Let m be a positive integer and X be a 1-sum-avoiding set of size 2m.  By the above observation, all m-element subsets of X must have distinct sums, and therefore the largest sum must be at least $\binom{2m}{m}$.  Therefore, the largest element in X must be at least $\binom{2m}{m}/m>2^{m-1}$, which implies that f(2m,1) > 2m−1.  This establishes the claim for i=1.
Now observe that if a set X={x1,…,xn} is i-sum-avoiding, then the set {x1i,…,xni} is 1-sum-avoiding.  This means that f(n,1) ≤ f(n,i)i.  Since we already know that f(n,1) is not polynomially bounded, f(n,i) is not polynomially bounded in n, either.  QED.
A: I still find the statement of the problem very confusing. For $i=1$, you want your set $X$ to be a non-averaging set, that is, a set containing no three distinct elements $a,b,c$ such that $a+b=2c$. You want more than that, but that's a start, and there's enough literature on non-averaging sets to give you some kind of lower bound on $k$. 

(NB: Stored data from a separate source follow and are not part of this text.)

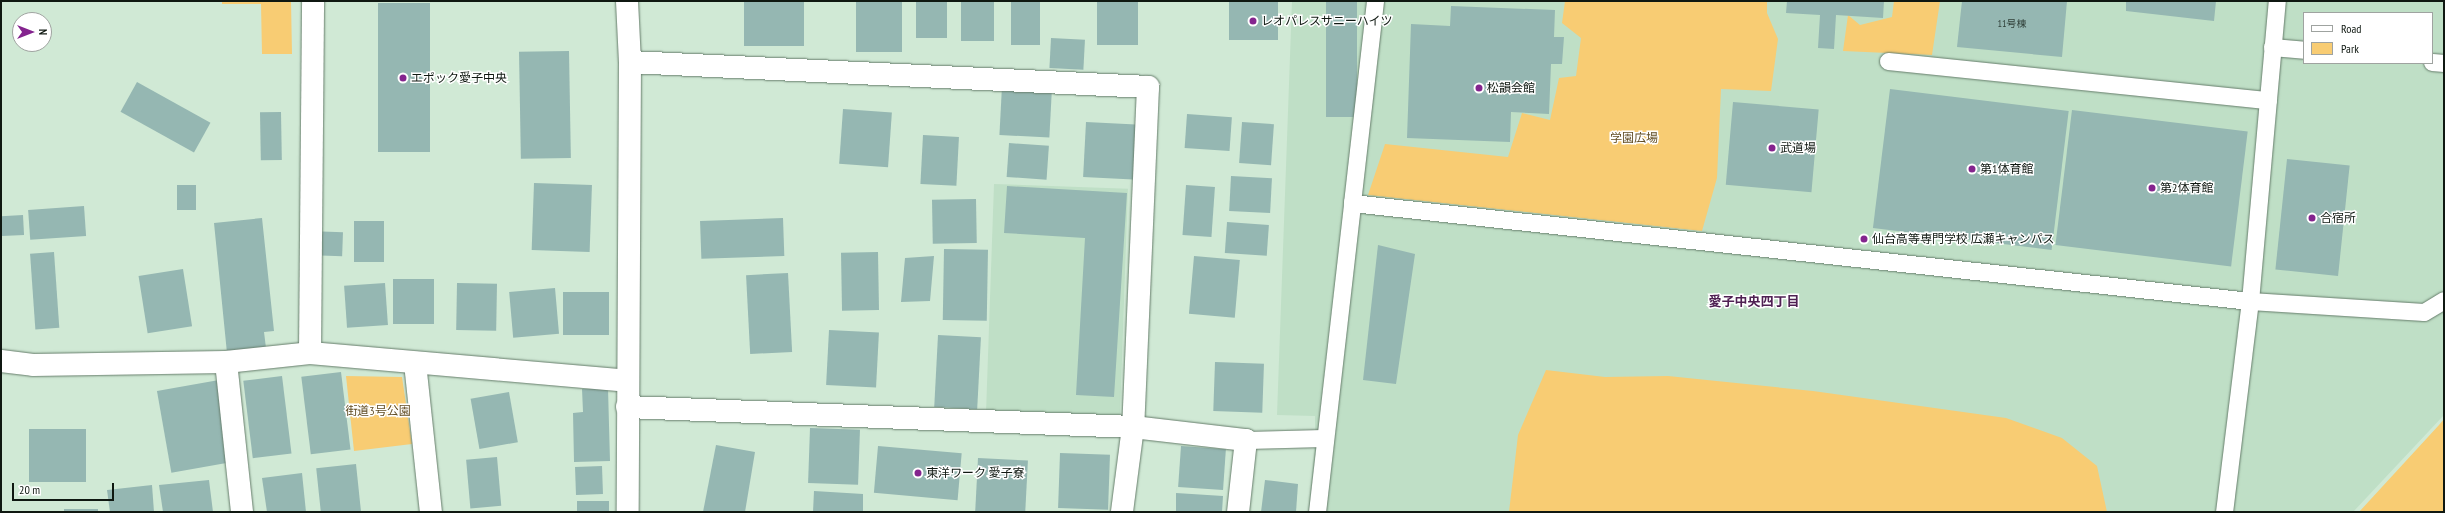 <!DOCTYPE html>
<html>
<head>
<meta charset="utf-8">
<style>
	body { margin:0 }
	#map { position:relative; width:2445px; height:513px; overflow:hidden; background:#d0e9d5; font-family:"PT Sans Narrow","Noto Sans JP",sans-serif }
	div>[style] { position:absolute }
	.built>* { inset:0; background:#bfdfc6; transform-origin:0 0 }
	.green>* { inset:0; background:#f8cc73 }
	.building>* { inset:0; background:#95b7b2; transform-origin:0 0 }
	.roads { filter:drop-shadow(0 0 1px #667d6b) drop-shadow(0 0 1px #667d6b) }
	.service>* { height:17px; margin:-8.5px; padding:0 8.5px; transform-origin:8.5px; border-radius:8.5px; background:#fff }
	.minor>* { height:22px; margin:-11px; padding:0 11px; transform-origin:11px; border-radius:11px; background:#fff }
	.dots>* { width:11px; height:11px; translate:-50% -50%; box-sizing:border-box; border:2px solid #fff; border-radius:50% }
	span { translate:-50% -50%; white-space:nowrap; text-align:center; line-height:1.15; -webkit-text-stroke:3px #fff; paint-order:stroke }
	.number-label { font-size:10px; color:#304039 }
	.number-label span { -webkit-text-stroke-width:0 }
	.poi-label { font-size:12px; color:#0f1811 }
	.left { translate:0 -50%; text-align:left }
	.park-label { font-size:12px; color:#614d24 }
	.neighbourhood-label { font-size:13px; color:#4f2153; font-weight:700 }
	.frame { position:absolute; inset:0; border:2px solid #0f1811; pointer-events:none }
	.legend { position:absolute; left:2303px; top:12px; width:130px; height:52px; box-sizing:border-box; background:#fff; border:1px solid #9fa3a0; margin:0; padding:5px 7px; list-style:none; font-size:12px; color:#0f1811 }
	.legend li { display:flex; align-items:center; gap:8px; height:20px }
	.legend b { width:20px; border:1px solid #9fa3a0 }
	.north { position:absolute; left:12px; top:12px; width:40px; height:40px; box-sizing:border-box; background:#fff; border:1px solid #9fa3a0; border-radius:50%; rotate:90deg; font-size:11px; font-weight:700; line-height:16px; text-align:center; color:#0f1811 }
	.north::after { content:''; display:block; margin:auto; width:14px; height:18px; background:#84248e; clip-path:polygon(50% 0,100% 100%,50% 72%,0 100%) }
	.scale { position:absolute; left:12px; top:483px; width:102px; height:18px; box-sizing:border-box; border:2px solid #0f1811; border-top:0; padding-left:5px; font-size:12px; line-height:14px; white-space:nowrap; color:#0f1811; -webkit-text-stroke:3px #fff; paint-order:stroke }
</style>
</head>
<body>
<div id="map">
	<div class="built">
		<i style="clip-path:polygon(evenodd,1292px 1px,2444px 1px,2444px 415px,2353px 512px,1308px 512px,1315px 447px,1315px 416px,1277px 415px,1292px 1px,2304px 13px,2432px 13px,2432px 63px,2304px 63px,2304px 13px)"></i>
		<i style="left:994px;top:184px;width:134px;height:228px;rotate:2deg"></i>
	</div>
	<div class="green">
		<i style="clip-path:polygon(222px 1px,291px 1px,292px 54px,262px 54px,261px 4px,222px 4px)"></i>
		<i style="clip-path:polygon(1565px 1px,1767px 1px,1767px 13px,1778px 39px,1771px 91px,1721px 89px,1717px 178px,1702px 231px,1368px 195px,1385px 144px,1508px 157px,1522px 113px,1550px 120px,1559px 78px,1576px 76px,1581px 38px,1562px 23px)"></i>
		<i style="clip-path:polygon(1894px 1px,1940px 1px,1932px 55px,1843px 51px,1848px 15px,1860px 25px,1892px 17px)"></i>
		<i style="clip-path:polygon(1546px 370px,1605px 377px,1668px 376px,1813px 391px,2006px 418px,2062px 438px,2097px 466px,2107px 512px,1509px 512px,1518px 435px)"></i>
		<i style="clip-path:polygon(346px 376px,402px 377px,412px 444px,354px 451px)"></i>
		<i style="clip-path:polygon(2444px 419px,2444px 512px,2359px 512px,2439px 425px)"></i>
	</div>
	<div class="building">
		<i style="left:744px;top:1px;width:60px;height:45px"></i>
		<i style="left:856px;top:1px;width:46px;height:51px"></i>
		<i style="left:916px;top:1px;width:31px;height:37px"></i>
		<i style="left:961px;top:1px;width:33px;height:40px"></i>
		<i style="left:1011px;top:1px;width:29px;height:44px"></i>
		<i style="left:1097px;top:1px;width:41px;height:44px"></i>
		<i style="left:1229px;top:1px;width:49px;height:39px"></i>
		<i style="left:1326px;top:1px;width:31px;height:116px"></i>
		<i style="clip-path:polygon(1787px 1px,1884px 1px,1883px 18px,1836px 15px,1834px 49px,1818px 48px,1820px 15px,1786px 13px)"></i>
		<i style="clip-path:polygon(1962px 1px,2067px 1px,2062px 57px,1957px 47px)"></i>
		<i style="clip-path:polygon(2126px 1px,2216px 1px,2214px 21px,2126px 11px)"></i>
		<i style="left:378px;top:3px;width:52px;height:149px"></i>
		<i style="clip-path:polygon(1451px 6px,1555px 10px,1554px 37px,1564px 37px,1562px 64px,1551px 64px,1549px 114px,1511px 112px,1510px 142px,1407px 138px,1411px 24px,1450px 26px)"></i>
		<i style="left:1051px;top:38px;width:34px;height:30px;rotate:3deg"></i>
		<i style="left:569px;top:51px;width:107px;height:50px;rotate:89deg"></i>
		<i style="left:137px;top:82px;width:84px;height:34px;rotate:29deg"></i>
		<i style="left:1002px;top:86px;width:50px;height:49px;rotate:3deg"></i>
		<i style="left:1890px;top:89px;width:180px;height:140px;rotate:7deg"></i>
		<i style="left:1733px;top:102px;width:86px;height:83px;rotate:5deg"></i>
		<i style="left:843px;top:109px;width:49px;height:55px;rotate:4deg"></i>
		<i style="left:2072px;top:110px;width:177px;height:136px;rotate:7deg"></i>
		<i style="left:281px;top:112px;width:48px;height:21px;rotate:89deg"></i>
		<i style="left:1187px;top:114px;width:45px;height:34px;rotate:4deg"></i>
		<i style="left:1086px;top:122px;width:50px;height:55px;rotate:3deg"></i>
		<i style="left:1242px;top:122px;width:32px;height:41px;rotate:4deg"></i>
		<i style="left:923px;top:135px;width:36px;height:49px;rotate:3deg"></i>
		<i style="left:1009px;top:143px;width:40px;height:34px;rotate:4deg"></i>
		<i style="left:2287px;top:159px;width:63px;height:111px;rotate:6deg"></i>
		<i style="left:1231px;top:176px;width:41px;height:35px;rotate:3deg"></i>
		<i style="left:534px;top:183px;width:58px;height:67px;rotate:2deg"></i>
		<i style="left:177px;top:185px;width:19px;height:25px"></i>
		<i style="left:1186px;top:185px;width:29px;height:50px;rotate:4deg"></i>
		<i style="clip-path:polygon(1007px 186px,1127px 193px,1114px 397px,1076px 395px,1085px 238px,1004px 233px)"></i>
		<i style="left:976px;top:199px;width:44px;height:44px;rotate:89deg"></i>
		<i style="left:84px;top:206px;width:30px;height:56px;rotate:86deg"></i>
		<i style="left:23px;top:215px;width:20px;height:22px;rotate:87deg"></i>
		<i style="clip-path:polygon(262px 218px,274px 331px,264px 332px,266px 348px,227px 353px,214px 223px)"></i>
		<i style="left:783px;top:218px;width:38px;height:83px;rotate:88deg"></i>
		<i style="left:354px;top:221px;width:30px;height:41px"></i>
		<i style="left:1227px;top:222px;width:42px;height:31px;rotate:4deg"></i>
		<i style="left:308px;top:231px;width:35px;height:24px;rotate:2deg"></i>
		<i style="clip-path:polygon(1378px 245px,1415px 254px,1396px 384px,1363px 380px)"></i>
		<i style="left:944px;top:249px;width:44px;height:71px;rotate:1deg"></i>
		<i style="left:54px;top:252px;width:76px;height:24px;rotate:86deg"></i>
		<i style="left:878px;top:252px;width:58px;height:37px;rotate:89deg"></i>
		<i style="clip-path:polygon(934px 256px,930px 301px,901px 302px,905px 258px)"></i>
		<i style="left:1194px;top:256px;width:46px;height:58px;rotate:5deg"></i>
		<i style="left:183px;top:269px;width:58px;height:45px;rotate:81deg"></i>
		<i style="left:788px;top:273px;width:79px;height:42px;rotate:87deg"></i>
		<i style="left:434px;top:279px;width:45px;height:41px;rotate:90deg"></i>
		<i style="left:385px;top:283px;width:42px;height:41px;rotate:86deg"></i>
		<i style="left:457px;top:283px;width:40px;height:47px;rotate:1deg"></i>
		<i style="left:555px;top:288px;width:46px;height:46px;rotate:85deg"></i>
		<i style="left:563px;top:292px;width:46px;height:43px"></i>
		<i style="left:829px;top:330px;width:50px;height:55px;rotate:3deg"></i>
		<i style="left:938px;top:335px;width:43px;height:72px;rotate:3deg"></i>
		<i style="left:1215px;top:362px;width:49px;height:49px;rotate:2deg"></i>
		<i style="left:341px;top:372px;width:78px;height:40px;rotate:83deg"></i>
		<i style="left:282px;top:376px;width:78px;height:39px;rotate:83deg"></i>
		<i style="left:219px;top:380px;width:83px;height:63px;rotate:80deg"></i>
		<i style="clip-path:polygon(608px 388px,610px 461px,574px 462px,573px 413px,583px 412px,582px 389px)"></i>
		<i style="left:509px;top:392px;width:51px;height:39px;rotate:80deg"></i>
		<i style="left:810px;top:428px;width:50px;height:55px;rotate:2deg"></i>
		<i style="left:29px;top:429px;width:57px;height:53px"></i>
		<i style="clip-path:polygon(716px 445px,755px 452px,745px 512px,703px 512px)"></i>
		<i style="left:878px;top:446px;width:84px;height:47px;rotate:5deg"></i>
		<i style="left:1181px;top:446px;width:45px;height:41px;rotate:4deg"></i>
		<i style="left:1060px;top:453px;width:50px;height:55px;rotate:2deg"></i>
		<i style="left:497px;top:457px;width:49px;height:31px;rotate:85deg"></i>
		<i style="left:978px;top:458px;width:50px;height:54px;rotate:3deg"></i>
		<i style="left:356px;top:464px;width:48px;height:40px;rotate:84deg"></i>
		<i style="left:602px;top:466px;width:28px;height:27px;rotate:88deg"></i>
		<i style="clip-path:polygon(302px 473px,306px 512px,267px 512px,262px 478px)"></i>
		<i style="clip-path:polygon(209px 480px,213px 512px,163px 512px,159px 485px)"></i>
		<i style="clip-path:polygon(1265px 480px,1298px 484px,1296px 512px,1261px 512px)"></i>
		<i style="clip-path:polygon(152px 485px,154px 512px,110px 512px,107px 490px)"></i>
		<i style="clip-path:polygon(814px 491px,863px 494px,863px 512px,813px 512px)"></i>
		<i style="clip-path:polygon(1176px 493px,1223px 496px,1222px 512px,1176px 512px)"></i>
		<i style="left:577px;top:501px;width:32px;height:11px"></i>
		<i style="left:64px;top:509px;width:34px;height:3px"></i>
	</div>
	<div class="roads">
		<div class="service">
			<i style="left:1375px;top:1px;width:203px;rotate:96.5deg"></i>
			<i style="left:1352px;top:203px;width:903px;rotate:6.23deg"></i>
			<i style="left:2250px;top:301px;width:174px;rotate:3.6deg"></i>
			<i style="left:2424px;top:312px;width:23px;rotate:-31deg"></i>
			<i style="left:2272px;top:47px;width:32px;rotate:5deg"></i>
			<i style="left:1888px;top:61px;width:382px;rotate:5.9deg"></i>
			<i style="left:2432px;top:62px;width:12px;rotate:5deg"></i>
			<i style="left:1246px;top:440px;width:78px;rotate:-1.5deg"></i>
			<i style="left:1317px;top:512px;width:311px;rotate:-83.5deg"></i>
			<i style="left:2224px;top:512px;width:213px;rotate:-83deg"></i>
			<i style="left:2250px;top:301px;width:301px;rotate:-84.9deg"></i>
		</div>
		<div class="minor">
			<i style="left:627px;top:1px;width:61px;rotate:87.2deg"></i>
			<i style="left:630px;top:62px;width:450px;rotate:90.3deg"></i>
			<i style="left:630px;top:62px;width:519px;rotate:2.76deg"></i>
			<i style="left:1148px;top:87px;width:340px;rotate:92.5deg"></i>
			<i style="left:1133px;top:427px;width:114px;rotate:6.6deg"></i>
			<i style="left:1246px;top:440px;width:72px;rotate:96.3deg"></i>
			<i style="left:310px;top:353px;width:352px;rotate:-89.5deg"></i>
			<i style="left:1px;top:361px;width:32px;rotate:7deg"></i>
			<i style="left:33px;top:365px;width:193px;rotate:-0.9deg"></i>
			<i style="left:226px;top:362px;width:84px;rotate:-6.1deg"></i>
			<i style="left:310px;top:353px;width:318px;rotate:5deg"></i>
			<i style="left:226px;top:362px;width:151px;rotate:83.9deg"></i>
			<i style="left:415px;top:363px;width:150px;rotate:83.9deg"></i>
			<i style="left:627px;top:407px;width:506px;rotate:2.26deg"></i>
			<i style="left:1133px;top:427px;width:86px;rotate:97.4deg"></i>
		</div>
	</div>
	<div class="dots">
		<i style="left:1253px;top:21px;background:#84248e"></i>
		<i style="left:403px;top:78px;background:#84248e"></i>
		<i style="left:1479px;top:88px;background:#84248e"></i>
		<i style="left:1772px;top:148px;background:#84248e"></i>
		<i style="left:1972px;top:169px;background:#84248e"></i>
		<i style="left:2152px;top:188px;background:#84248e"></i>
		<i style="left:2312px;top:218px;background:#84248e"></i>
		<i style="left:1864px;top:239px;background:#84248e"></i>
		<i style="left:918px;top:473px;background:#84248e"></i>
	</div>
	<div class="number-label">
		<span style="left:2012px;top:24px">11号棟</span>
	</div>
	<div class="poi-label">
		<span class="left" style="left:1261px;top:21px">レオパレスサニーハイツ</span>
		<span class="left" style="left:411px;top:78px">エポック愛子中央</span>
		<span class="left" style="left:1487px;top:88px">松韻会館</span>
		<span class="left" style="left:1780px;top:148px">武道場</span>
		<span class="left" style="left:1980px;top:169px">第1体育館</span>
		<span class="left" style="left:2160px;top:188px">第2体育館</span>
		<span class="left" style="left:2320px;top:218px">合宿所</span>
		<span class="left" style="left:1872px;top:239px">仙台高等専門学校 広瀬キャンパス</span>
		<span class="left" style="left:926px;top:473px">東洋ワーク 愛子寮</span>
	</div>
	<div class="park-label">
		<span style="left:1634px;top:138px">学園広場</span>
		<span style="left:378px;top:411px">街道3号公園</span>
	</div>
	<div class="neighbourhood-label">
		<span style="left:1754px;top:302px">愛子中央四丁目</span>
	</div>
	<div class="frame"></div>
	<ul class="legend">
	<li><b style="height:5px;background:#fff"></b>Road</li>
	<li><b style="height:11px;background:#f8cc73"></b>Park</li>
	</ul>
	<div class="north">N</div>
	<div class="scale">20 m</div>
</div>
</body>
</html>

Tsuyoshi Ito posted an answer while I was typing mine, you'll see we're thinking along similar lines. 
EDIT: There are several sections of Guy's Unsolved Problems In Number Theory that discuss problems not exactly what you want but not a million miles removed, either, and some of the references given there may be useful. Problem C8 is sets with distinct sums of subsets, C11 is three-subsets with distinct sums, C14 is maximal sum-free sets, C16 is nonaveraging sets. 
A: Take $x_j=2^{i-1}$. I claim that if $\sum_{j=1}^n c_j 2^{j-1} = \sum_{j=1}^n 2^{j-1}$ with $\sum_{j=1}^n c_j\leq n$, then $c_j=1$ for all $j$. The case $n=1$ is easy. In general note that $c_1$ is odd. We substract 1 on both sides of the equation and divide by 2, replace $c_2$ by $c_2+\frac{c_1-1}{2}$, and finally shift all indices by 1. Then we obtain an equation of the same form as before for a smaller value of $n$, and are done by induction. The same argument shows that $\{1, 2, 4, 8, \ldots\}$ is $i$-sum avoiding for every $i$, however, for larger $i$ there should be more efficient choices.